Di conseguenza, qualora l’istanza di mediazione sia totalmente vaga e non corrisponda alle richieste di cui in citazione, limitandosi la parte ad enunciare vagamente il proprio diritto ma senza precisare petitum non qualificando alcuna somma, essendo in tal modo l’atto di citazione difforme dalla preliminare richiesta, ci si trova di fronte ad una domanda totalmente diversa, per cui la stessa è sfornita di procedibilità.

Svolgimento del primo incontro di mediazione: il comma 2-bis del medesimo art. 5 d.lgs. n. 28 del 2010 (anch’esso inserito con la riforma del 2013) precisa che la condizione di procedibilità si considera avverata “se il primo incontro dinanzi al mediatore si conclude senza l’accordo”.

Al cd. primo incontro di mediazione di cui all’art. 8, comma 1, d.lgs. 28/2010, il mediatore è chiamato a: chiarire alle parti la funzione e le modalità di svolgimento della mediazione; invitare le parti (e i loro avvocati) a esprimersi sulla possibilità di iniziare la procedura di mediazione (e, nel caso positivo, procede con lo svolgimento).
In caso di esito positivo, il mediatore redigerà processo verbale di avvenuta conciliazione, al quale viene allegato il testo dell’accordo raggiunto dalle parti.

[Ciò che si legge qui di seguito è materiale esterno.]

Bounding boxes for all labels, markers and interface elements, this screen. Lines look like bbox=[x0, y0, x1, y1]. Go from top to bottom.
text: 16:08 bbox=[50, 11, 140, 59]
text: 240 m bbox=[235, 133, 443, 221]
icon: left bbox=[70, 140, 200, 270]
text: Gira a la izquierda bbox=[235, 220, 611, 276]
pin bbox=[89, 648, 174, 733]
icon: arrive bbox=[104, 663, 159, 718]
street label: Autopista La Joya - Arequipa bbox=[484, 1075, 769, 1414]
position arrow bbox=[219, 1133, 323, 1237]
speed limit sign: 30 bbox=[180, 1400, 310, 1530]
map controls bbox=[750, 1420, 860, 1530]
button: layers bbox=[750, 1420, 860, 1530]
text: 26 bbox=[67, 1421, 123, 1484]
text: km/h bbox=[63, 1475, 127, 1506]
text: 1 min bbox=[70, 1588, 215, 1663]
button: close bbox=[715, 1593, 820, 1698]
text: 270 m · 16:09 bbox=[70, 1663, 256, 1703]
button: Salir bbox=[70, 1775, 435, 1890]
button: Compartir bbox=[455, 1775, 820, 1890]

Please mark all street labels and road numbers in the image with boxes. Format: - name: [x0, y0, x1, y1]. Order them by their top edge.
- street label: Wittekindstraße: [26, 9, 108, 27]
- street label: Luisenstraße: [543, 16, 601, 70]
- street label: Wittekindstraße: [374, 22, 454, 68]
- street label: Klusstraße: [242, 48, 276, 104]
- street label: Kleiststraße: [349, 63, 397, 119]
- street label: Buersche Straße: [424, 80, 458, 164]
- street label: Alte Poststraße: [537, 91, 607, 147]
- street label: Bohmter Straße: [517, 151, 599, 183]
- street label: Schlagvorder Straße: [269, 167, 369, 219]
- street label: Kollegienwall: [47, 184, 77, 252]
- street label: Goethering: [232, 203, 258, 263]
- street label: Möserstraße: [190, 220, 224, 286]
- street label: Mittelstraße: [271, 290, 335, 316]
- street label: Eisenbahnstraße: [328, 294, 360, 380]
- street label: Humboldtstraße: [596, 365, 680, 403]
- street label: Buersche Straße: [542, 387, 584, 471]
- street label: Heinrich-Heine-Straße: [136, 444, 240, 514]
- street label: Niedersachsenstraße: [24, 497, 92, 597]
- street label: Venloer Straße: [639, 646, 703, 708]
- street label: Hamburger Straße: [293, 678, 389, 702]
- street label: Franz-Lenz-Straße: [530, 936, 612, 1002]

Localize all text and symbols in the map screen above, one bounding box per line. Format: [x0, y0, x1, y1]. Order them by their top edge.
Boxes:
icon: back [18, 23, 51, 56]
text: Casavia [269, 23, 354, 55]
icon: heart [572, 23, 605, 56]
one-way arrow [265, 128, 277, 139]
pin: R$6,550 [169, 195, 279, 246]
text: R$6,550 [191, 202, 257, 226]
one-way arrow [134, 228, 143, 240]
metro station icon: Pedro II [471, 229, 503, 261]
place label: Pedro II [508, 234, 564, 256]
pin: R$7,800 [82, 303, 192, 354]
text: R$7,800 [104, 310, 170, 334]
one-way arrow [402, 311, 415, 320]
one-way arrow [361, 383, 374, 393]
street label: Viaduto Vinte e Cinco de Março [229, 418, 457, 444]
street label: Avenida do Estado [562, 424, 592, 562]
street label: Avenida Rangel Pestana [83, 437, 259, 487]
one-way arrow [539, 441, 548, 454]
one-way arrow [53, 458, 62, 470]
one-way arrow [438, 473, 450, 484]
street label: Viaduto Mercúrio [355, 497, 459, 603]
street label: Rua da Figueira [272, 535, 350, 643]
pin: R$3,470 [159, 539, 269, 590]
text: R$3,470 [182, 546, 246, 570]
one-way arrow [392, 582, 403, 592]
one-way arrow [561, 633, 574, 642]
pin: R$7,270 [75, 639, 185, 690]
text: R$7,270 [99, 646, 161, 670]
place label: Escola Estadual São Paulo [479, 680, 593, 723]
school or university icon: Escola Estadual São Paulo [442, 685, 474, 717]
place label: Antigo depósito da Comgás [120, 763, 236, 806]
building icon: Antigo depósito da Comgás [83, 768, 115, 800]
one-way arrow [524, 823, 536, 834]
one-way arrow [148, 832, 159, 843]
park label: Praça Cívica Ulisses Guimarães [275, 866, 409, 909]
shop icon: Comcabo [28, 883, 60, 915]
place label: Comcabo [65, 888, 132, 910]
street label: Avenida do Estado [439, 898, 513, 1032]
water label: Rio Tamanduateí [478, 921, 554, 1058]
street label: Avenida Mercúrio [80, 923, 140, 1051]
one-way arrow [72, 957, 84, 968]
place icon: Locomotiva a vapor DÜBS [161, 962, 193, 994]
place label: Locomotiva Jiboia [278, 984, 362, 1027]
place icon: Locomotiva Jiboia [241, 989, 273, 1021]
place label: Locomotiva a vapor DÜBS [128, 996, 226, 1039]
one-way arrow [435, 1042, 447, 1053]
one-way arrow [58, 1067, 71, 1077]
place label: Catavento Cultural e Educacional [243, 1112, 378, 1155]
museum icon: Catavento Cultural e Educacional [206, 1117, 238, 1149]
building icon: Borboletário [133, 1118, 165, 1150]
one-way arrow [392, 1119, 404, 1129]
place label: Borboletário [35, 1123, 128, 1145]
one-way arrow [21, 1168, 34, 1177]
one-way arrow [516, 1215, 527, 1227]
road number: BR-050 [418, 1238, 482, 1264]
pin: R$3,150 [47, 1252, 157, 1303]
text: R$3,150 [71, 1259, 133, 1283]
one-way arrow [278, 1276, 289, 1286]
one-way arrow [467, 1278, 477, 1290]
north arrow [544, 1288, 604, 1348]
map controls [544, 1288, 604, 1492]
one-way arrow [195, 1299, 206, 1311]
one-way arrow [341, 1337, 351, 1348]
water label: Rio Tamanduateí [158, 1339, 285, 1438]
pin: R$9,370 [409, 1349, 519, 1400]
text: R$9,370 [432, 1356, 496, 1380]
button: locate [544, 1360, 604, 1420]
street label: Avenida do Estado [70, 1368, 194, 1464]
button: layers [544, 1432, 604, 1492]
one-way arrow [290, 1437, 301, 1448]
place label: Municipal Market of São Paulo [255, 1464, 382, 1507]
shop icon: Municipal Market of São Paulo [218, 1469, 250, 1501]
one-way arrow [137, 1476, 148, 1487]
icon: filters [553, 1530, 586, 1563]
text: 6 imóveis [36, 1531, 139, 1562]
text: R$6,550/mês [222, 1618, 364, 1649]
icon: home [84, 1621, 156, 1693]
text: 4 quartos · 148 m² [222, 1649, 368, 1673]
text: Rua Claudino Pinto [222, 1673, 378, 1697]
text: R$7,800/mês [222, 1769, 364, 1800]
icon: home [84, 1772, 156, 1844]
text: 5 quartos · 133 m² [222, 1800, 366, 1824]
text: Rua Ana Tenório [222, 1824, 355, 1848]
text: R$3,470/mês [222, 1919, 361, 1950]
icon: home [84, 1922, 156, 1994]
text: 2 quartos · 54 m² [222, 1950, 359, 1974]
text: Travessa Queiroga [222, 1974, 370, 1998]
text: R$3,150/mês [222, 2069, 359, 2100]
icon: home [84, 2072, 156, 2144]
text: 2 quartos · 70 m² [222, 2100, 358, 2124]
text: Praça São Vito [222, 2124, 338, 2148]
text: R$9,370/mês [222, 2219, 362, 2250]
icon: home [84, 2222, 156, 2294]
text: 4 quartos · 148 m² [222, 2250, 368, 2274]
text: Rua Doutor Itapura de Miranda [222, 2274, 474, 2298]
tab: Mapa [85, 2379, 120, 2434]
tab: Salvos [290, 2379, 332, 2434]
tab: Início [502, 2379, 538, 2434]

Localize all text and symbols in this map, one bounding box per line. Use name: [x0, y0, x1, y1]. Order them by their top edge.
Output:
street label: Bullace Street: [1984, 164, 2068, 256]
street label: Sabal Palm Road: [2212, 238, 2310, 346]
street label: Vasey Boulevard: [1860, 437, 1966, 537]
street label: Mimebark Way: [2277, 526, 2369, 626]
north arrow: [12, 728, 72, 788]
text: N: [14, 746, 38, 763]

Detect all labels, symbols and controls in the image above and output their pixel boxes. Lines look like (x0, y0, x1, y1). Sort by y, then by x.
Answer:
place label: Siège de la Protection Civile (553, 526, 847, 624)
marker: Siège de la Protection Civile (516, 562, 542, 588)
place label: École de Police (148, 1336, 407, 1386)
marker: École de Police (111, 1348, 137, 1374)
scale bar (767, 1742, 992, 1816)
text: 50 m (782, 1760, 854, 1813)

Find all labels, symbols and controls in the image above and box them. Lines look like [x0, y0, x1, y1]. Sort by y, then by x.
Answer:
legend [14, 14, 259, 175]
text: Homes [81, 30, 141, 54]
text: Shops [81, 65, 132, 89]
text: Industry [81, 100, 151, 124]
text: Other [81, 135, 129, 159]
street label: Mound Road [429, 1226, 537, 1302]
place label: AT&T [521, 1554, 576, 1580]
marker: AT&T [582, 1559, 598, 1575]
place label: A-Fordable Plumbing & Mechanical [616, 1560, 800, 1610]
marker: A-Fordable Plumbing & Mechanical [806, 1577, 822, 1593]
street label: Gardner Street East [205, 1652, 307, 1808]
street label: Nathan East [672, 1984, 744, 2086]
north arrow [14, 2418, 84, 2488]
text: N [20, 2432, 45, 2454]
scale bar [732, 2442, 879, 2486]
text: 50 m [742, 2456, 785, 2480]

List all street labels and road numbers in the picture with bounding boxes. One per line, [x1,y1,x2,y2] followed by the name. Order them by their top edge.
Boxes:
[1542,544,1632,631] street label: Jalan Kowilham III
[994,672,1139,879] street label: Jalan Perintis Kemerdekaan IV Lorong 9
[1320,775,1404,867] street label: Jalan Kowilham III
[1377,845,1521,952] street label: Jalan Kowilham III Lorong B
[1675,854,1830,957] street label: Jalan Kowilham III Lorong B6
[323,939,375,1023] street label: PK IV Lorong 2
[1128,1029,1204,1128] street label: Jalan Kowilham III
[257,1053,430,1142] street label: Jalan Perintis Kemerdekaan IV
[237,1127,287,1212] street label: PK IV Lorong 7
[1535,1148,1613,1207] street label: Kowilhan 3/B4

L’accordo sottoscritto dalle parti e dagli avvocati, che certificano la conformità dello stesso alle norme imperative ed all’ordine pubblico, costituisce titolo esecutivo, senza la necessità di omologa da parte del Tribunale.

Al contrario, qualora non si pervenisse ad un accordo, il mediatore redigerà processo verbale nel quale verrà fatta menzione dell’esito negativo del tentativo di mediazione.